[Records contained in a dataset]
______

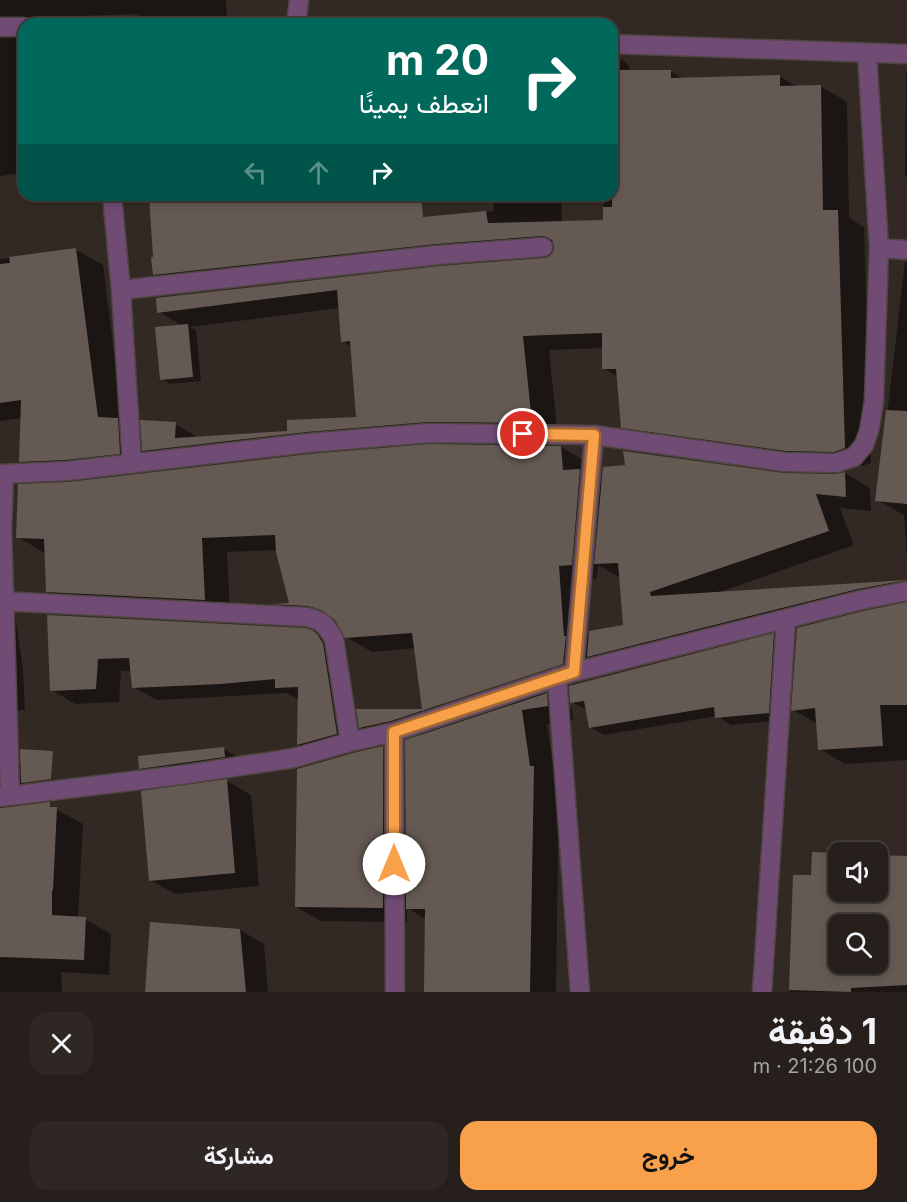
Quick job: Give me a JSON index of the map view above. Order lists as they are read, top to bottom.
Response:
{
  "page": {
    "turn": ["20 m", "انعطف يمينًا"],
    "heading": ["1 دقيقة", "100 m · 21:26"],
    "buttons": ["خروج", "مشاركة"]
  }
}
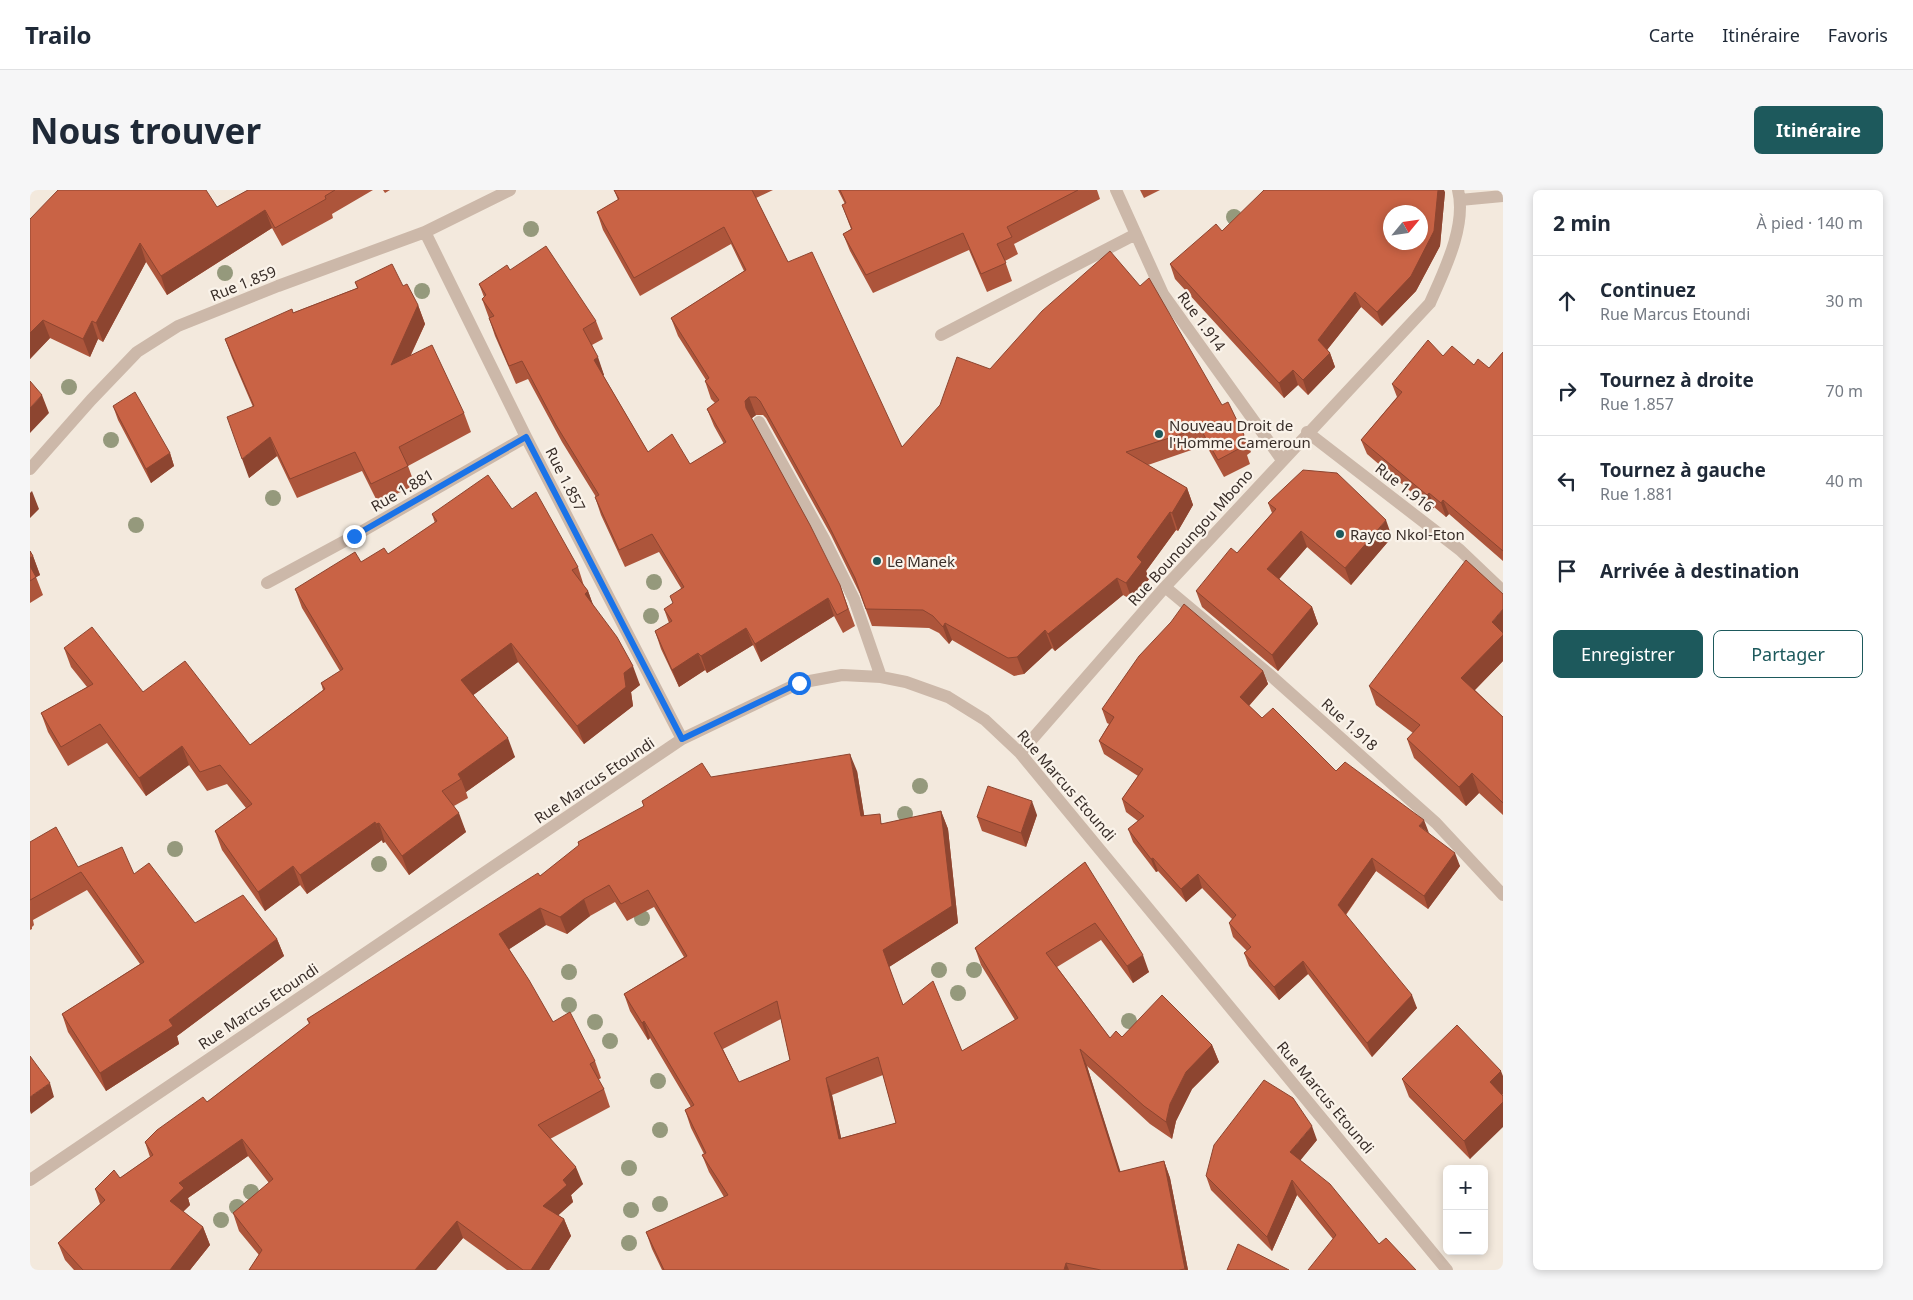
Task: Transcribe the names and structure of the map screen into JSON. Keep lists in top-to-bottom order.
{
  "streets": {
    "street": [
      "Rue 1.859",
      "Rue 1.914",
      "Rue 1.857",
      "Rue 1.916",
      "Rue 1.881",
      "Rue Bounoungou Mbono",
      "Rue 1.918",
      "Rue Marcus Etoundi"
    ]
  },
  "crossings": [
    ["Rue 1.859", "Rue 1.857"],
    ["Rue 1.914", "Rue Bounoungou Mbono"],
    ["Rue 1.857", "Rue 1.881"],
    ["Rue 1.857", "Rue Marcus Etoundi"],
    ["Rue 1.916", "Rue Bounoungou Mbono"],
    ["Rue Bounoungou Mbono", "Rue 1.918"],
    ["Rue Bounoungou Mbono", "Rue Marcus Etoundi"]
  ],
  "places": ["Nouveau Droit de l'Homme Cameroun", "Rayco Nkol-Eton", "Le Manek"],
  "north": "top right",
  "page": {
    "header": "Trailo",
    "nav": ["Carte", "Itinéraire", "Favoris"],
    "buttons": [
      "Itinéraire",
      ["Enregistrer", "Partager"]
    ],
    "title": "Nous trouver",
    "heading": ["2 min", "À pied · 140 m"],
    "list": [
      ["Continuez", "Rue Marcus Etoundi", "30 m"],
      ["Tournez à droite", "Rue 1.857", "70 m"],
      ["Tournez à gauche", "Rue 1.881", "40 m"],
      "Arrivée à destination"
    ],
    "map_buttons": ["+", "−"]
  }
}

______

• Exercise details
Skipping all images, print the data above a second time exactly.

• Result for this task
Quick job: Give me a JSON index of the map view above. Order lists as they are read, top to bottom.
Response:
{
  "page": {
    "turn": ["20 m", "انعطف يمينًا"],
    "heading": ["1 دقيقة", "100 m · 21:26"],
    "buttons": ["خروج", "مشاركة"]
  }
}
Task: Transcribe the names and structure of the map screen into JSON. Keep lists in top-to-bottom order.
{
  "streets": {
    "street": [
      "Rue 1.859",
      "Rue 1.914",
      "Rue 1.857",
      "Rue 1.916",
      "Rue 1.881",
      "Rue Bounoungou Mbono",
      "Rue 1.918",
      "Rue Marcus Etoundi"
    ]
  },
  "crossings": [
    ["Rue 1.859", "Rue 1.857"],
    ["Rue 1.914", "Rue Bounoungou Mbono"],
    ["Rue 1.857", "Rue 1.881"],
    ["Rue 1.857", "Rue Marcus Etoundi"],
    ["Rue 1.916", "Rue Bounoungou Mbono"],
    ["Rue Bounoungou Mbono", "Rue 1.918"],
    ["Rue Bounoungou Mbono", "Rue Marcus Etoundi"]
  ],
  "places": ["Nouveau Droit de l'Homme Cameroun", "Rayco Nkol-Eton", "Le Manek"],
  "north": "top right",
  "page": {
    "header": "Trailo",
    "nav": ["Carte", "Itinéraire", "Favoris"],
    "buttons": [
      "Itinéraire",
      ["Enregistrer", "Partager"]
    ],
    "title": "Nous trouver",
    "heading": ["2 min", "À pied · 140 m"],
    "list": [
      ["Continuez", "Rue Marcus Etoundi", "30 m"],
      ["Tournez à droite", "Rue 1.857", "70 m"],
      ["Tournez à gauche", "Rue 1.881", "40 m"],
      "Arrivée à destination"
    ],
    "map_buttons": ["+", "−"]
  }
}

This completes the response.